Why so many performance-enhancing supplement Ads?
As a society, we are obsessed with the idea of reversing the inevitable course of aging. Testosterone supplementation does not reverse aging, but it can provide benefits that can improve performance in many aspects of a man’s life.
Who is a candidate for testosterone replacement therapy?
First, it’s important to understand the role of testosterone in a man’s body. Testosterone spikes during puberty, and for boys, this hormone spurs the development and growth of his testicles, scrotum, pubic hair, body shape, strength, fertility, and involuntary erections. Natural testosterone production levels off in the 20’s and eventually starts to decrease, but never down to zero. This decrease with age is also known as andropause or male menopause. Additionally, however, some men experience a sudden drop in testosterone. This drop can lead to more pronounced symptoms leading to depression, anxiety, fatigue, and weight changes.
If a patient has the clinical symptoms and low testosterone levels, he may be a candidate for testosterone supplementation therapy
Diagnostic criteria for testosterone supplementation are based on two, separate early morning testosterone level tests. These blood tests are drawn in the morning because of the diurnal variation, meaning testosterone spikes in the morning and drops to low levels at nighttime. If you have low testosterone levels in the morning when they should be at their highest, then it may be an indication of abnormally low testosterone (normal testosterone reference range: 300 – 890 ng/dL). Criteria also include symptomatic indicators of low testosterone; low libido, poor sexual performance, decreased energy, and fatigue. If a patient has the clinical symptoms and low testosterone levels, he may be a candidate for testosterone supplementation therapy.

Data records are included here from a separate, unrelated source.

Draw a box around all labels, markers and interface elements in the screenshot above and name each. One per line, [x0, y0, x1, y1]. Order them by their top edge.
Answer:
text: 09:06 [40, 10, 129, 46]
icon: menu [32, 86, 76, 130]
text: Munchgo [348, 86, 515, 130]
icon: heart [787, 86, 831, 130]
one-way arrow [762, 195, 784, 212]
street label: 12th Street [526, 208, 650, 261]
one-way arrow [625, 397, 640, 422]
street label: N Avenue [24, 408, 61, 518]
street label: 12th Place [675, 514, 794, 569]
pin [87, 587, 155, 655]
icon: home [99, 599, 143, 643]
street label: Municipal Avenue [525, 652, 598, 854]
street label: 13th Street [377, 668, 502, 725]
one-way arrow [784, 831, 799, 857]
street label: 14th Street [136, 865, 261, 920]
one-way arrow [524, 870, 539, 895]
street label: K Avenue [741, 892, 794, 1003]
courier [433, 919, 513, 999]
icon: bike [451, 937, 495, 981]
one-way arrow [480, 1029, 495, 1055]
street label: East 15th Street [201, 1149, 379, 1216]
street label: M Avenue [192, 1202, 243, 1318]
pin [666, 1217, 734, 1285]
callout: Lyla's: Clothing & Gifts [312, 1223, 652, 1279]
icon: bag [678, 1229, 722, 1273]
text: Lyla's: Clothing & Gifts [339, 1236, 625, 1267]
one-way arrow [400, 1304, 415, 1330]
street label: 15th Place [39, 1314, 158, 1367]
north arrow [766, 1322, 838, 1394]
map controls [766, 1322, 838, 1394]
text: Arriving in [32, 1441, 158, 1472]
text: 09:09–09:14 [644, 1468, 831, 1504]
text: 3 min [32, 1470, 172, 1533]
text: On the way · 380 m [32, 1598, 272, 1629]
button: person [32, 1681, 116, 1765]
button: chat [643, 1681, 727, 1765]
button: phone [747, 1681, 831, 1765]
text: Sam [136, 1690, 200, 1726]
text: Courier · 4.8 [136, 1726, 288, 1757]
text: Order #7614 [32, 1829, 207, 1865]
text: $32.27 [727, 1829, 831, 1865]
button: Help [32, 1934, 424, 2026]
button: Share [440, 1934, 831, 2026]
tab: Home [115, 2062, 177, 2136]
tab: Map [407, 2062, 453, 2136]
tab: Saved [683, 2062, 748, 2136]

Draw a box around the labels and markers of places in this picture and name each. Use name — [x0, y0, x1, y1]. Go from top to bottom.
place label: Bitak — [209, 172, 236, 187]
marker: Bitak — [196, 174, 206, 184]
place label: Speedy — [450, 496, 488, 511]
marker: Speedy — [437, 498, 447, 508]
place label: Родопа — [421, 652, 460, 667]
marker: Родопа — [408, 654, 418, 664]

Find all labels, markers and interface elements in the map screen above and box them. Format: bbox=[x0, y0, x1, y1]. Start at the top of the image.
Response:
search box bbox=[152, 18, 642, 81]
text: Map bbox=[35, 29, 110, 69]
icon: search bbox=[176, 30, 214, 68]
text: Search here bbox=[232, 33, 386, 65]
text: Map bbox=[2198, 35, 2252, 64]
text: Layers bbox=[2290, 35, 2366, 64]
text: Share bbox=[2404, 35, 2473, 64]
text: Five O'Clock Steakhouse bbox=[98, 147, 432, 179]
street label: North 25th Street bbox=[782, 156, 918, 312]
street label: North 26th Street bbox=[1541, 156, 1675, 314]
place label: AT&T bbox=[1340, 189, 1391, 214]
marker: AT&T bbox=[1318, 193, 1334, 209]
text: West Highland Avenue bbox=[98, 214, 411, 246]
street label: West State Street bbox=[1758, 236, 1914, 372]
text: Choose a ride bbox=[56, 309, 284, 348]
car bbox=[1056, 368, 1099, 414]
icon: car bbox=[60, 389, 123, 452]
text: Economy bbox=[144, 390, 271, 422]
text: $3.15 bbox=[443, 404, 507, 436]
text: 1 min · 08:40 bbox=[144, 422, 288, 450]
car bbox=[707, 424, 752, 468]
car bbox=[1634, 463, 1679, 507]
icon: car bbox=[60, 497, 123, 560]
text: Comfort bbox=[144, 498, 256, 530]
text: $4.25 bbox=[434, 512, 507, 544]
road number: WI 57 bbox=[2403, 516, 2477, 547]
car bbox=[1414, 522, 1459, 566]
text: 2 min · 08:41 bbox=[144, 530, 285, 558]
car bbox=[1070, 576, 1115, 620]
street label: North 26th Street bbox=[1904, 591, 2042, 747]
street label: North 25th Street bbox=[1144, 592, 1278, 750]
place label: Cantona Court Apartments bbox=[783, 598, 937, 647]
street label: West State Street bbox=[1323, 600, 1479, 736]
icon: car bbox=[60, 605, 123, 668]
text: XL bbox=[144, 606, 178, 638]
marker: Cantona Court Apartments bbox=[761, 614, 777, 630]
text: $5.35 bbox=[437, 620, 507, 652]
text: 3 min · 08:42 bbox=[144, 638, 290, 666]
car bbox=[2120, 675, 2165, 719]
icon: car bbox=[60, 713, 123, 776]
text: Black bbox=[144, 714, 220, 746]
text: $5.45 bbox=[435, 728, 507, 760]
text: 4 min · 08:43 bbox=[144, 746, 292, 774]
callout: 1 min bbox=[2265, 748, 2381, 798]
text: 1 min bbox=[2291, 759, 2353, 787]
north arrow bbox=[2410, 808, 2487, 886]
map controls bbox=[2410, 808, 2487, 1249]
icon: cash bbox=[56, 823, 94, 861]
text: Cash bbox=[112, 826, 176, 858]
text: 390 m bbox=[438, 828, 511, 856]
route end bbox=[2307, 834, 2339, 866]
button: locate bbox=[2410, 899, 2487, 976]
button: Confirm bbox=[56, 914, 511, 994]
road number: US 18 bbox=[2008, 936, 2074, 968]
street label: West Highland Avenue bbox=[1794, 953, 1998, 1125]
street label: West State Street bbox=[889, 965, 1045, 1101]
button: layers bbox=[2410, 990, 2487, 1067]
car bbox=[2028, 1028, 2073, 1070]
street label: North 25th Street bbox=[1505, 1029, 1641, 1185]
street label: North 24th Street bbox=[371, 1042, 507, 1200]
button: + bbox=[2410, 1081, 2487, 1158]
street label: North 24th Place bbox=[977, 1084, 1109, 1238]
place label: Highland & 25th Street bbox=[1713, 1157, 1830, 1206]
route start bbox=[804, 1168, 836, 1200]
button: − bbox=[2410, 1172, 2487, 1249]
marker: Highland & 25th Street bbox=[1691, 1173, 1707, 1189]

Choosing the right testosterone therapy
There are a few types of testosterone therapy and each one is used differently, including nasal sprays, topical gels that are rubbed into the skin, intramuscular injections, or pellets, which are inserted by a trained healthcare provider just beneath the skin. Choosing the type of testosterone therapy to use is a decision that should take several factors into account. Consideration should be given to the physician’s experience and preference, but also your preference. Since testosterone therapy requires a serious amount of dedication, you should feel comfortable with the therapy you choose. Consider how often you want to receive therapy. Gels and nasal sprays are usually used every day, whereas injections are usually only given once a week, or at longer intervals, depending on your physician’s instructions.
It’s important to understand the side effects that may impact your health before embarking on testosterone therapy. Here are some, but not all of the possible side effects: increased red blood cell count, male pattern balding, prostate enlargement, elevated estrogen level, potential worsening cardiac effects1, and increased risk of a blood clot.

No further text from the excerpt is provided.